# nissans are hard to mess with...



## Tickwomp (May 27, 2003)

my friends and i just attempted to install a b&M short shifter in my car, and we've suceeded, tho it was a pain in the ass. oh god, the instructions baiscally say remove cat converter plate and lower exhaust, remove heatshield (and 02 sensor), unscrew shift plates and remove old stick, put in new, etc etc. yea they dont tell you that you can't really lower the exhaust without screwing more with it...taht you should have a lift so ur neck doesnt hurt, etc. shifter arrived at 6:30 at night, finished at about 12:15 p.m...that aint right...junebugs flying all ovre you, bitten by ants, and i hit my head on the heatshield, chassis, door, and the ground...yea, i hate installing stuff  the only thing ive had an easy time with are the gauges, the shift knob, and the pedals lol.


----------



## sno (Oct 4, 2002)

yeah, working under a car is a pain in the ass without a lift. you shoulda seen how happy i got when i found out you can remove the starter from the top!


----------



## zeno (Sep 17, 2002)

I feel your pain, my b&m was the first mod. I did. Started at 3pm thinking it would take an 2 hours at most. Finally finished around 7pm, in the dark, in the rain.


----------



## krylonkoopaa (Sep 13, 2002)

You can get at the starter from the top!!! no way. 
It was such a pain to get to the solenoid I took it to a mechanic .


----------



## Tickwomp (May 27, 2003)

oh god it gets worse, the oil change was a pain in the ass...yea i left the car overnight and finished the B&m today. removing the oil filter sucks...last oil change, the previous owner must have tightend that thing like a mofo. had to poke holes in it to turn, and my damn check engine light is still [email protected]#%! i hate that thing. man, doing stuff gets progressively worse i think...exhaust, headers, pulleys, and i have to change the damn belts i think  i wish i wasn't mechanically challenged


----------



## sno (Oct 4, 2002)

krylonkoopa said:


> *You can get at the starter from the top!!! no way.
> It was such a pain to get to the solenoid I took it to a mechanic . *


on a b13 ga you can. all you gotta do is remove the intake tube and maf and it's right there.


----------



## Katana200sx (May 13, 2002)

ha! have fun w/those belts. seriously once you figure everything out its not bad. i didnt mess w/dropping the exhaust or any of that w/my shifter. took about 30-45 minutes the first 2 times and about 2 hours the 3rd time.


----------



## himilefrontier (Jan 21, 2003)

Yeah, I'm really looking forward to doing a clutch on my Frontier since it is impossible to install the bellhousing seperate from the trans!Another thing about these trucks is that the oil filter is impossible to get to easily wihtout tearing out the inner fender liner.I could go into replacing the snapped torsion bar,but I won't


----------



## xt_out (Jun 23, 2003)

Katana200sx said:


> ha! have fun w/those belts. seriously once you figure everything out its not bad. i didnt mess w/dropping the exhaust or any of that w/my shifter. took about 30-45 minutes the first 2 times and about 2 hours the 3rd time.

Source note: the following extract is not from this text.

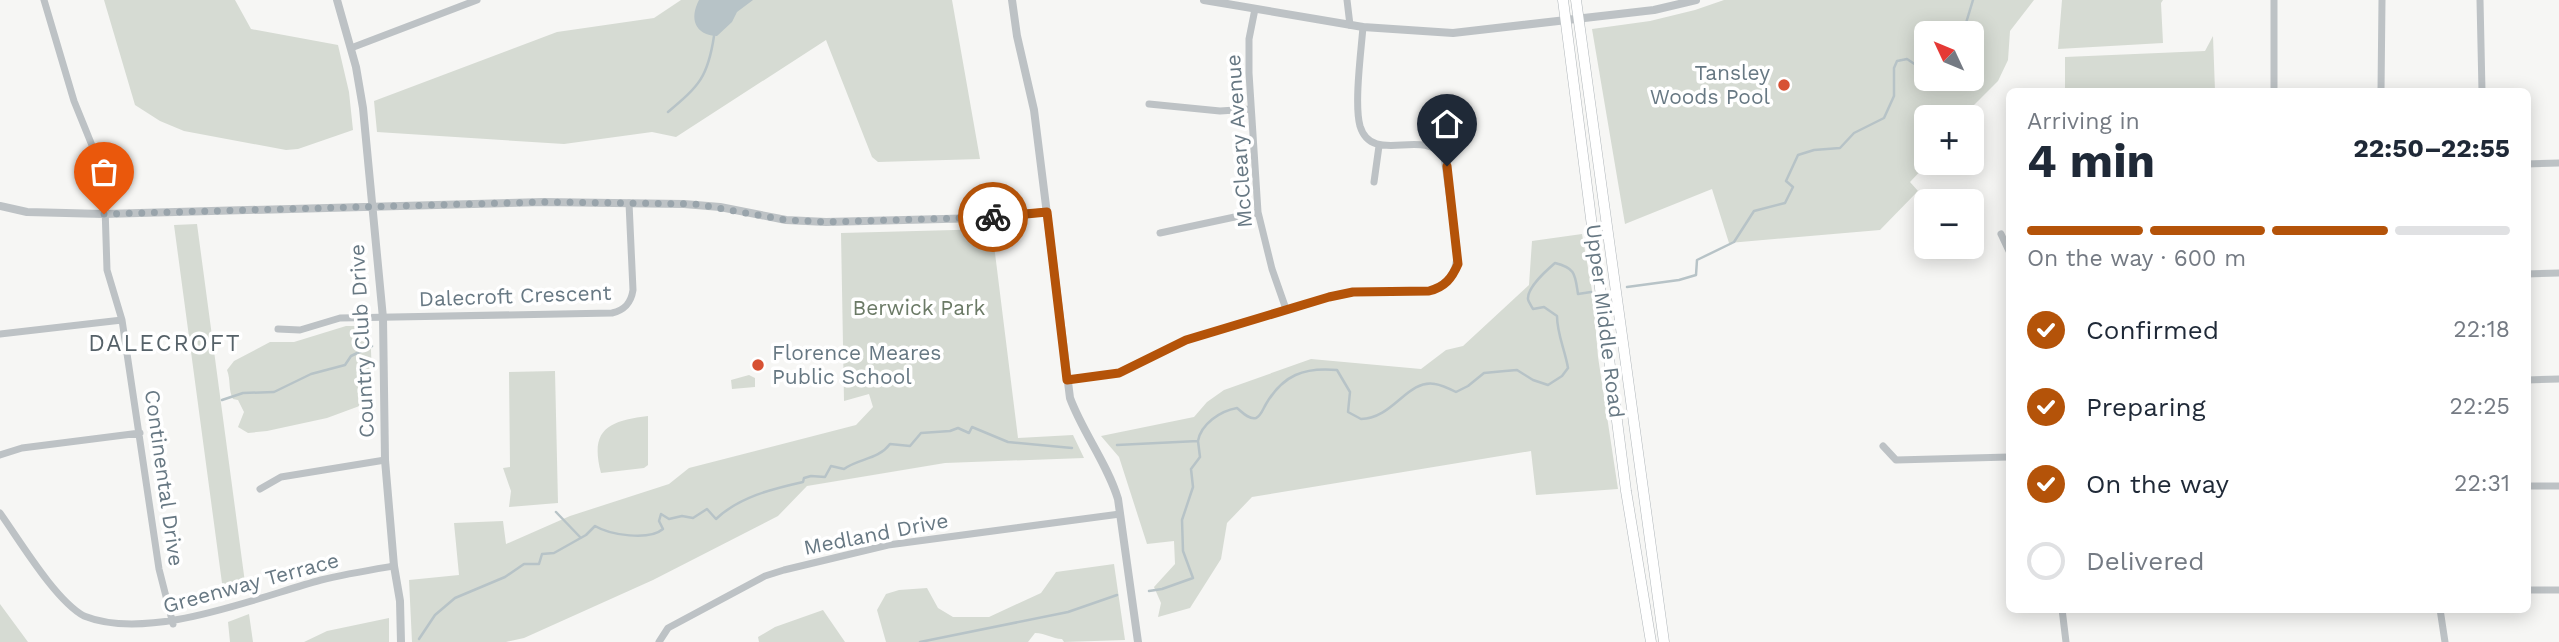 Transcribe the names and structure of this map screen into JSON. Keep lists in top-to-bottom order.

katana...can you please explain?
i've got a stillen shifter waiting to go in. i've got the heatshield unbolted (but of course the exhaust has to move to get it out.) how much of the exhaust am i supposed to un-hang. the whole exhaust stays together right? im confused...if you need pics i can easily take them


----------



## Katana200sx (May 13, 2002)

i pm'd you man.


----------



## terry dibler (Aug 28, 2002)

i just installed one in my maxima and it took me about 2 hours. but i will say it was the best knuckle busting mod i have done yet


----------



## asleepz (Feb 24, 2004)

Yeah I just installed my clutch (by the way it works great) on my 87 300ZXT and I had to retap the manifold bolts and drill them out and all that great shit...


----------



## Shift1.6 (Jul 22, 2003)

Damn this thread makes me dont want to install my short shifter. I did my clutch last year, that thing took me about 28 hours of labor with help but it was my first time. I think i can do it a lil faster, i hated it. Changing the oil filter for the GA16de is a bitch, its right under the intake manifold so you have to go under the car every oil change.


----------



## xt_out (Jun 23, 2003)

oops, sorry katana... i totally forgot to acknowledge your PM. thanks for responding.
so i buy this stillen shifter from scorchN. i installed it and then decided i wanted it physically shorter too. my dad said that would be a no-no and it would make it even harder to shift. it'd be a waste of $$$ so i just hacked the stock one even more and decided to sell the shifter. so all in all i installed a short shifter, felt how it shifted (harder than stock) and then reinstalled my stock one after hacking it. heres some pics 
also check out my center console project. just needs a little more sanding, texture and then paint (black). im dying the rest of my interior black as well, hopefully it'll look the exact same as oem black panels only way cheaper/easier to find!
just for you








^stillen on left, unhacked (all bolts included but not shown in pic)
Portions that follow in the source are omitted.